Further fact finding is appropriate on whether the assets of the corporation have ever been distributed to its members. As noted, supra, the members do not appear to have any legal claim on the corporation's assets by reference to the Certificate of Incorporation. It may be useful to inquire, however, whether any distribution of corporate assets have ever been made to members.

Third Party Resources

It is our understanding that your Department has not identified the corporate Hutterian Brethren in Connecticut, Inc., as a third party resource which is potentially liable for payment of necessary medical expenses for its members.

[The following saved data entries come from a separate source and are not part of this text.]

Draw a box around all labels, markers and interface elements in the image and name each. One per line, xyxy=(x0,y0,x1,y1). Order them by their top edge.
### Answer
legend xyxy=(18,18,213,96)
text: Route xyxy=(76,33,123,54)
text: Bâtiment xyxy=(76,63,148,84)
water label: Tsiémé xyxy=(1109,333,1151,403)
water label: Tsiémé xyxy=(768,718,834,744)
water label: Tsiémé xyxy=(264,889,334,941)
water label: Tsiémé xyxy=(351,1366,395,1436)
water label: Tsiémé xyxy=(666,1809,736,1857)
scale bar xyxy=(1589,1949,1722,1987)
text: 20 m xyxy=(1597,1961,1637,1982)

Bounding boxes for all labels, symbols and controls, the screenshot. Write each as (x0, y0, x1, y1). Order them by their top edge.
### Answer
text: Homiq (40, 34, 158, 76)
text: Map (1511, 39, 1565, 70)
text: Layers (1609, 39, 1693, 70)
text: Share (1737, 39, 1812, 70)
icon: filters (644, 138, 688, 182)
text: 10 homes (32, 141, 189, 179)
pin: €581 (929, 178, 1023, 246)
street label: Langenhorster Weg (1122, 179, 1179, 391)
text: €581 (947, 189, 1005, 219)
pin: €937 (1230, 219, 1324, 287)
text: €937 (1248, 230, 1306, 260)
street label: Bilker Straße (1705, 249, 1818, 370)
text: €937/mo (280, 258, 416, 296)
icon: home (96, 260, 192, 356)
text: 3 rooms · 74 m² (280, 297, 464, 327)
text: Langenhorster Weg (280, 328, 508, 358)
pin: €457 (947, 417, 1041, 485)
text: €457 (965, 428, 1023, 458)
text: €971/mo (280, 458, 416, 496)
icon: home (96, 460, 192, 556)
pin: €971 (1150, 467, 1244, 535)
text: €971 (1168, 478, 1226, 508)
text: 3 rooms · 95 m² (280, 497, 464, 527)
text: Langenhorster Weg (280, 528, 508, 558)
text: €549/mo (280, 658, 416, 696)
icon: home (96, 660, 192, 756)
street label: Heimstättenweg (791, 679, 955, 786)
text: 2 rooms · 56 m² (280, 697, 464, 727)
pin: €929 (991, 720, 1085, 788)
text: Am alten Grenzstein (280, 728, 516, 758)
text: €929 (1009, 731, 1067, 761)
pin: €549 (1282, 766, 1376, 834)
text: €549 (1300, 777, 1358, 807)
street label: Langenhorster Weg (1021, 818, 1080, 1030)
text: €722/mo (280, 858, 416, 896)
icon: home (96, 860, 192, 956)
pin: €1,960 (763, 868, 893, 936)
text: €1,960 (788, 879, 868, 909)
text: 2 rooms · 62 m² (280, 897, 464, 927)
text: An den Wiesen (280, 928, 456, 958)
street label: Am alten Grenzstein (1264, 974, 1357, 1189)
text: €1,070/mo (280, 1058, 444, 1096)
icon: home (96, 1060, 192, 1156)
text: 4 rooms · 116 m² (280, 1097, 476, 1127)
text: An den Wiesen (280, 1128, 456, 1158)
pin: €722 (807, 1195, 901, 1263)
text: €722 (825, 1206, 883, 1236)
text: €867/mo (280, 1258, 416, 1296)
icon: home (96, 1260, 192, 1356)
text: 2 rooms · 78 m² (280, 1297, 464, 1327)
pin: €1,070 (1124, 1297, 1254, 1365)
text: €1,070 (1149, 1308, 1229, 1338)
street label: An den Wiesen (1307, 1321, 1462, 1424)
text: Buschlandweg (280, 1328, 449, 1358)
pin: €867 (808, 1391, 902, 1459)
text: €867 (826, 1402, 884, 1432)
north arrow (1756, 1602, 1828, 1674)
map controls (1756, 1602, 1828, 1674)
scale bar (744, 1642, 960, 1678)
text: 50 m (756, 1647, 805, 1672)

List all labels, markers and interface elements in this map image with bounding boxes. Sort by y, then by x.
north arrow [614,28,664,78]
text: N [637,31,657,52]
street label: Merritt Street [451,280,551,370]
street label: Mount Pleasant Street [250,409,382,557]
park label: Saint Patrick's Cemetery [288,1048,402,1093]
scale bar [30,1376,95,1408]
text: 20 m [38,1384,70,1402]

The commercial successes of the Hutterian Brethren were reported in the December 7, 1992 Business Weekly section of the Hartford Courant. The Business Weekly article reported, at p. 11, that, "The community doesn't provide benefits the way a traditional employer would; a doctor lives on the grounds, and hospital costs are borne by the community." This article suggests that the Brethren have assumed the obligation of providing medical care for its members/employees which is analogous to the health care benefits commonly provided by traditional employers. Presumably, the Brethren were the source for this newspaper report. The certificate of incorporation does not discuss the provision of health care benefits to members/employees of the Hutterian Brethren. However, other express or implied agreements may exist obligating the Brethren to provide for the health care needs of its members. For example it is possible that the Brethren may have expressly or impliedly promised to provide for the health care needs of its members as a term of employment. In such a case, the obligation to provide for the health care needs of its members would arise out of the express or implied contractual employment relationship and not out of the membership interest of individual Hutterians in the nonstock corporation. As noted supra, members turn over their worldly assets to the corporation upon admission and then work for the community receiving in return only an allotment for food, shelter and necessary expenses. Given this factual setting, it would be reasonable to expect that the Brethren may have agreed to meet the health care needs of its members. Further fact finding is required to determine whether or not the Brethren provide health care to its members/employees and whether there is a legally enforceable obligation for the Brethren to do so.


It is recommended that further fact finding be conducted pursuant to the declaratory ruling procedure established by the Uniform Administrative Procedures Act before any determination of general applicability is made concerning the eligibility of individual members of the Hutterian Brethren in Connecticut, Inc., for assistance under the Title XIX Medicaid program, or of the availability of the Hutterian Brethren in Connecticut, Inc., as third party resource which is, or may be, liable for the cost of medical services.

Very truly yours,


Hugh Barber
Assistant Attorney General



1 The sixteen hundred dollar asset limit for eligibility for State Supplement to SSI under Conn.Gen.Stat.  17-82d(c) is incorporated into the Medicaid program by Conn.Gen.Stat.  17-134e.

2 For purposes of this opinion the assumption is made that there has not been an improper transfer of assets within the time limits described in Conn.Gen.Stat.  17-134d, i.e., it is assumed that the individual joined the Brethren and transferred assets to the corporation more than thirty months prior to applying for assistance.

3 If the individual members have a property interest in the corporation's property under state law the question then would be whether such interest is "available" for the support of the applicant such that it may be counted in the eligibility determination under the terms of the federal act.

4 Connecticut statutes recognize the power of both stock and nonstock corporations to hold title to property. Conn.Gen.Stat.  33-291(e), 33-428(e). No Connecticut authority has been discovered discussing the interest of individual shareholders/members in property held by a corporation. In order to give effect to the separate corporate existence of corporations, Connecticut courts would most likely follow the authority from other jurisdictions to the effect that shareholders/members do not have any specific interest in the assets held by the corporation.